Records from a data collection
- Opening Delimiter -
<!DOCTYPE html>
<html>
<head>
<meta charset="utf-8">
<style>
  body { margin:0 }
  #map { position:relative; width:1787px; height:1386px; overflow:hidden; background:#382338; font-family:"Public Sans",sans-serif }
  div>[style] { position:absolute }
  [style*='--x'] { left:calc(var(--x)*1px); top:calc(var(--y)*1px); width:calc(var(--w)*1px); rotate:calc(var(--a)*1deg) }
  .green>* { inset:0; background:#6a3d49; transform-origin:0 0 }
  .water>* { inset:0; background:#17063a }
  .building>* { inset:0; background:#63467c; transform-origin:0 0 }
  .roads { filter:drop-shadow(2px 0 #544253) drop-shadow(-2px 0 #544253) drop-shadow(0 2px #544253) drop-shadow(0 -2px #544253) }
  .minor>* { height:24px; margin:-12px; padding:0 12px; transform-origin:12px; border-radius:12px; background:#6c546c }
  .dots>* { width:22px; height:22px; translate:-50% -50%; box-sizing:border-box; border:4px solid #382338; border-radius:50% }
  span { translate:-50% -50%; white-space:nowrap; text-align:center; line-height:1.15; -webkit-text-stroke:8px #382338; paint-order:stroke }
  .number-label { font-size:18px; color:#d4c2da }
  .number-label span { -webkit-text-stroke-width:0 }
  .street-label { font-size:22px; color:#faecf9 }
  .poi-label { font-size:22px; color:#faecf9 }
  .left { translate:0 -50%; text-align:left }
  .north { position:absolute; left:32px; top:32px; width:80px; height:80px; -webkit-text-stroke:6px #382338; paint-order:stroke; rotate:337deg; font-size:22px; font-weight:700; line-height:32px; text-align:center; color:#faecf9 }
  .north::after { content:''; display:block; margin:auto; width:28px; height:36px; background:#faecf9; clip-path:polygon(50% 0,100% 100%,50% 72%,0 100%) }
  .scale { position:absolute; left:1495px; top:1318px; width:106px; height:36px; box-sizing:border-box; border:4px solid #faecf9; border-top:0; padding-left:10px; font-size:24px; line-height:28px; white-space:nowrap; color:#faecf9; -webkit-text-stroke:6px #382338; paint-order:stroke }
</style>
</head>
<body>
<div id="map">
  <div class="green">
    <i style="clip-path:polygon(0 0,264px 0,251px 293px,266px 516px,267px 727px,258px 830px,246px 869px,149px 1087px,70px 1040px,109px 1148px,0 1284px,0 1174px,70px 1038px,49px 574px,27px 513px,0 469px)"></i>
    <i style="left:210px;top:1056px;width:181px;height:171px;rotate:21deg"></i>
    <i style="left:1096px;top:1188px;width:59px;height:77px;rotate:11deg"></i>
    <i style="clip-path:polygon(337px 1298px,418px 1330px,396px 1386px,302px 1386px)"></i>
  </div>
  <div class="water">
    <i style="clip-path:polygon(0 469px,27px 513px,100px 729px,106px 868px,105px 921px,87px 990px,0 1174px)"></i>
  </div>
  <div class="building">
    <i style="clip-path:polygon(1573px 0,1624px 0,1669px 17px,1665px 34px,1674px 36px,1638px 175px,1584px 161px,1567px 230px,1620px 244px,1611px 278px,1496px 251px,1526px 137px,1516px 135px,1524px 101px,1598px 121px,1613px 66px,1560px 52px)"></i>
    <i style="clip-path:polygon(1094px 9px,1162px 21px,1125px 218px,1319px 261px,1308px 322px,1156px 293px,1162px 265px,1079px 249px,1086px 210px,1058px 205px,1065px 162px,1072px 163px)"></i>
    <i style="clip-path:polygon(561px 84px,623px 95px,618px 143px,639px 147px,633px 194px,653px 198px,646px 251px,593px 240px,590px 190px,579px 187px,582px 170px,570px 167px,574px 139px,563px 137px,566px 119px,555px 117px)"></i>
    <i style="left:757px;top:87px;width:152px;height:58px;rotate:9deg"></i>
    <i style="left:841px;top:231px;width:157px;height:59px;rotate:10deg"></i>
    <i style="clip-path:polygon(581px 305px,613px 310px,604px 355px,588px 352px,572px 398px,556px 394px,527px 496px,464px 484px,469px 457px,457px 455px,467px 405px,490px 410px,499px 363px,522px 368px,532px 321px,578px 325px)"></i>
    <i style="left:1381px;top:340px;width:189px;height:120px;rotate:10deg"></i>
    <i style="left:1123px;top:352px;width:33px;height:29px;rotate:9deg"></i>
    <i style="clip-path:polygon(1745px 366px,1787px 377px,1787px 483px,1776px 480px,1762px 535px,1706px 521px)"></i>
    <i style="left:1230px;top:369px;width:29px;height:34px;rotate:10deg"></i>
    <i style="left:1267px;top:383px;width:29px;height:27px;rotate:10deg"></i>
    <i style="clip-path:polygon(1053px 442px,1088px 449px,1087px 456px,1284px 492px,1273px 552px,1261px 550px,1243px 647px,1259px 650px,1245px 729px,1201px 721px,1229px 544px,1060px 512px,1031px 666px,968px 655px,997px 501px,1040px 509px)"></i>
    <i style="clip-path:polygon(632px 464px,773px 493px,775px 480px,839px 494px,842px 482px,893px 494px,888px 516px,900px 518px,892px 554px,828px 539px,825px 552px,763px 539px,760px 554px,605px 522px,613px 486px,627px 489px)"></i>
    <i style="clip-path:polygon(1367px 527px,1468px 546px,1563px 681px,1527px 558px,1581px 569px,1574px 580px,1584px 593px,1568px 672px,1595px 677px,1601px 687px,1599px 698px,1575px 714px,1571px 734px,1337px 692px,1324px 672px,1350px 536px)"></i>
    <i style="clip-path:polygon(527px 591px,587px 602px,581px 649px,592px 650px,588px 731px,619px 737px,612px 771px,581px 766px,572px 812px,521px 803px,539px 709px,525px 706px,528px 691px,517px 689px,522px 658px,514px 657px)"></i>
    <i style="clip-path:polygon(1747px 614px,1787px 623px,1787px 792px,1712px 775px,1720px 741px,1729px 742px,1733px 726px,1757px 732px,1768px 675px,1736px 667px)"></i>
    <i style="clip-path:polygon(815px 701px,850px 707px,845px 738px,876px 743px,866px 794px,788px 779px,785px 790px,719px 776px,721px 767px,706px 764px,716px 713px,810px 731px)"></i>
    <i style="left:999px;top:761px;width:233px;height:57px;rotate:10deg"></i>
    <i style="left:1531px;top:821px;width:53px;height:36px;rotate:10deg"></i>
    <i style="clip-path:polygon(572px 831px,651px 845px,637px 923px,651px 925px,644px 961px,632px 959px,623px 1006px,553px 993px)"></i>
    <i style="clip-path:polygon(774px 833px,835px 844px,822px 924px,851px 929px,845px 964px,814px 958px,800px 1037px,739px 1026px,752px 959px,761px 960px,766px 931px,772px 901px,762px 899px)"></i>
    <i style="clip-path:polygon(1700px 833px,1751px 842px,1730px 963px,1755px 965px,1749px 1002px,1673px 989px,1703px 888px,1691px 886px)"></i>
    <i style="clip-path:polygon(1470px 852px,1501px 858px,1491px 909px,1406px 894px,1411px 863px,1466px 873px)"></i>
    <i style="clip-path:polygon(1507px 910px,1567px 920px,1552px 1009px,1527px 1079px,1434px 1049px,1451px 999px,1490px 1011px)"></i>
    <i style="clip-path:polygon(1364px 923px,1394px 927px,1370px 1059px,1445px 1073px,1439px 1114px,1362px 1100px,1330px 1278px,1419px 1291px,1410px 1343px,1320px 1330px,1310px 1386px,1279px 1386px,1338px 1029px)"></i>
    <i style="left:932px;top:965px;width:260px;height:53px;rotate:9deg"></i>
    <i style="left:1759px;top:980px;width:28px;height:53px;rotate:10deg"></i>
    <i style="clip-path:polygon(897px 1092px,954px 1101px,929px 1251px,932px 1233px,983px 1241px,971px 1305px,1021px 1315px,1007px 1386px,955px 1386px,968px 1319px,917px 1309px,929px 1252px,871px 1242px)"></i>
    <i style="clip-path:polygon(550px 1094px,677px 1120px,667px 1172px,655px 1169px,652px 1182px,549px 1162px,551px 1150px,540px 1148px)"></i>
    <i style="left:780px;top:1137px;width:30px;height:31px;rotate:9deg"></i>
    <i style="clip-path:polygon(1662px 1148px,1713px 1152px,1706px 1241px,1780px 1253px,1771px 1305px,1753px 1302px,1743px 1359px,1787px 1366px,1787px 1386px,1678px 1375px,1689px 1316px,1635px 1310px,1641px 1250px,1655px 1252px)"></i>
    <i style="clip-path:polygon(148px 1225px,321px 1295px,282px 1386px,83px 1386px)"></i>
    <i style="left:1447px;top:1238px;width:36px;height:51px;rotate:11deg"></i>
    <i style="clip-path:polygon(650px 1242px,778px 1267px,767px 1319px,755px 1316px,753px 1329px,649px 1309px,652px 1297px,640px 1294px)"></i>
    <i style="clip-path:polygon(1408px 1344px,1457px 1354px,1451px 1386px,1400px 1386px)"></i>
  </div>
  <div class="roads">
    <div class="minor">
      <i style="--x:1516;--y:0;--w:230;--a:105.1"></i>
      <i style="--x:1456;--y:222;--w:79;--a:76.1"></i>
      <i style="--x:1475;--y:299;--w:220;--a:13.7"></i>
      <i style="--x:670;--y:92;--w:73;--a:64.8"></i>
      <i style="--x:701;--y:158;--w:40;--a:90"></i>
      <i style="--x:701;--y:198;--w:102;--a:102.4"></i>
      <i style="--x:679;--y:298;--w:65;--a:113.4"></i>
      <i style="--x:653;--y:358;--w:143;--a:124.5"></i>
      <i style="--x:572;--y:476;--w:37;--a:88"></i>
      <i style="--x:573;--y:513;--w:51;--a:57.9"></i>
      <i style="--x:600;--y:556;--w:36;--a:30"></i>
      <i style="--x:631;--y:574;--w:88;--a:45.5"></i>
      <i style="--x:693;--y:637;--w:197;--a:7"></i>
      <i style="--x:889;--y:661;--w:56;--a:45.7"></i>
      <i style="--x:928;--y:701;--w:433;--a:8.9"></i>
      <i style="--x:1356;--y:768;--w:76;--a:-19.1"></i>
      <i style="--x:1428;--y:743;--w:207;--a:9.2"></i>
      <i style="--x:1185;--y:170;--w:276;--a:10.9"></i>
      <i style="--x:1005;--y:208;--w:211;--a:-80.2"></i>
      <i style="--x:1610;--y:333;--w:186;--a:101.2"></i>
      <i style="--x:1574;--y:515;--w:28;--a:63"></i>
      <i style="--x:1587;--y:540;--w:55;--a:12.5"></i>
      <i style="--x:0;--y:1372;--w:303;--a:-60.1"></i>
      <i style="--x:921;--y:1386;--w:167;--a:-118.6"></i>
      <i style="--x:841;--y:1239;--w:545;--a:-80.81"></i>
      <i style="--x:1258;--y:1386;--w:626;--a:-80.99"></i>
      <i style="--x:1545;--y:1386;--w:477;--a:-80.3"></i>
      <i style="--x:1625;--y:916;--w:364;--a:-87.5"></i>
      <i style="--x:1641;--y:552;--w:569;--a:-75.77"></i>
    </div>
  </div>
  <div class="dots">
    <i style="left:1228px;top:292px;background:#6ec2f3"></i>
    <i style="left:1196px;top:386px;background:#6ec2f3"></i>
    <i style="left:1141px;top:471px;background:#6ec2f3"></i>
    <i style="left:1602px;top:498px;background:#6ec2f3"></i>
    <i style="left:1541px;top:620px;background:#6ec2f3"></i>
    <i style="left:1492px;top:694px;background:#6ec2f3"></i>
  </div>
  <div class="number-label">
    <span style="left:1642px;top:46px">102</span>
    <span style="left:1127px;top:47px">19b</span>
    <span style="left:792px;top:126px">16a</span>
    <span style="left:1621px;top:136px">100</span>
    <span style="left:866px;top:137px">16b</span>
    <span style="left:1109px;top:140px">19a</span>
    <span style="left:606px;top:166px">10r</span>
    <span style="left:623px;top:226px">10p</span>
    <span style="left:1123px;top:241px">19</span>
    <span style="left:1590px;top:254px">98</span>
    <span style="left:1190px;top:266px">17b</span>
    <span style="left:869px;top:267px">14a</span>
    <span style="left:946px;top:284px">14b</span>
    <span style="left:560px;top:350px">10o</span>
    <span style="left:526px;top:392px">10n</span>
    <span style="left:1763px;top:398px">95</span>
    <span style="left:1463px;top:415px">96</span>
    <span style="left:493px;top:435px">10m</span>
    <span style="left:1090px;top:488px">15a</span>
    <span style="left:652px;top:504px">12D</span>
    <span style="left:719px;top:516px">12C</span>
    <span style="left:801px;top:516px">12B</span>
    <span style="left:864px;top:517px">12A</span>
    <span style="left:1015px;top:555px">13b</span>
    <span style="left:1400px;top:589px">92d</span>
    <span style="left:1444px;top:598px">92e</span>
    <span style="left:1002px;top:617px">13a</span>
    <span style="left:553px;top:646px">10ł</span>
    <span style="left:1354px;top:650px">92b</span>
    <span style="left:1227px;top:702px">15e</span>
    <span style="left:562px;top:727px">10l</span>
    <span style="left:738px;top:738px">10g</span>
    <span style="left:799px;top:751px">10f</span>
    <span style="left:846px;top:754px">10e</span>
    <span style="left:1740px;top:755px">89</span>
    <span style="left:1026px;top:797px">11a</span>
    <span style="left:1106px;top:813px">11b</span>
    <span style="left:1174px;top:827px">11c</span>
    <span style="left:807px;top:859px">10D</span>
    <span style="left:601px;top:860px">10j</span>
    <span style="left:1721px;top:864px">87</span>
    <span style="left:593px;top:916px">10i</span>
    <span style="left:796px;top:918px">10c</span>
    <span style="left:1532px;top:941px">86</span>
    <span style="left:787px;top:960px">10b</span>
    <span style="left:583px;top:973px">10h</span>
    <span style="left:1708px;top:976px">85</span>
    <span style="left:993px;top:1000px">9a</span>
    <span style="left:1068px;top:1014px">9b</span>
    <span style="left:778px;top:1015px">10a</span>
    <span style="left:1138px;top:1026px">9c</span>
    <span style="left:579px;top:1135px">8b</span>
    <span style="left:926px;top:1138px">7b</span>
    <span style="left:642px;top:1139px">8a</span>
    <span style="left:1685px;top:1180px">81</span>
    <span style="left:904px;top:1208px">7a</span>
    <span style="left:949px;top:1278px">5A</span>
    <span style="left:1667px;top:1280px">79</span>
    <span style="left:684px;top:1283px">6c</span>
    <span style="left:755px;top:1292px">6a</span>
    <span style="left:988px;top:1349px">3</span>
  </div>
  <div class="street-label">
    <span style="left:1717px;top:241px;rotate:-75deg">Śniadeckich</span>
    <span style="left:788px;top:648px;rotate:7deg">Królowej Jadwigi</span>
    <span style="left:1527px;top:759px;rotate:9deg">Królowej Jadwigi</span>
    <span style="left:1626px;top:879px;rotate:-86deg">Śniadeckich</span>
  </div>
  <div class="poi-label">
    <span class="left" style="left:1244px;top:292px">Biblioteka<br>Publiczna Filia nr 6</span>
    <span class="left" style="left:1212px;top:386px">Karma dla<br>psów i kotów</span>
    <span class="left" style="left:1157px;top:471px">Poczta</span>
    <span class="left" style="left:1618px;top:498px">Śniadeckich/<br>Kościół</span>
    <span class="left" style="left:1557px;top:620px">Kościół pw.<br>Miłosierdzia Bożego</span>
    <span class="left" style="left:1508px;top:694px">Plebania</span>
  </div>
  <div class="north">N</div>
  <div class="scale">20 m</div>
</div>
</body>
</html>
- Closing Delimiter -
= What is being asked =
Starting at the line that has "translate:0 -50%; text-align:left" in the records above, restate word for word every line until the one that has "position:absolute; left:32px; top:32px;", and include that one as well.

= Exercise output =
  .left { translate:0 -50%; text-align:left }
  .north { position:absolute; left:32px; top:32px; width:80px; height:80px; -webkit-text-stroke:6px #382338; paint-order:stroke; rotate:337deg; font-size:22px; font-weight:700; line-height:32px; text-align:center; color:#faecf9 }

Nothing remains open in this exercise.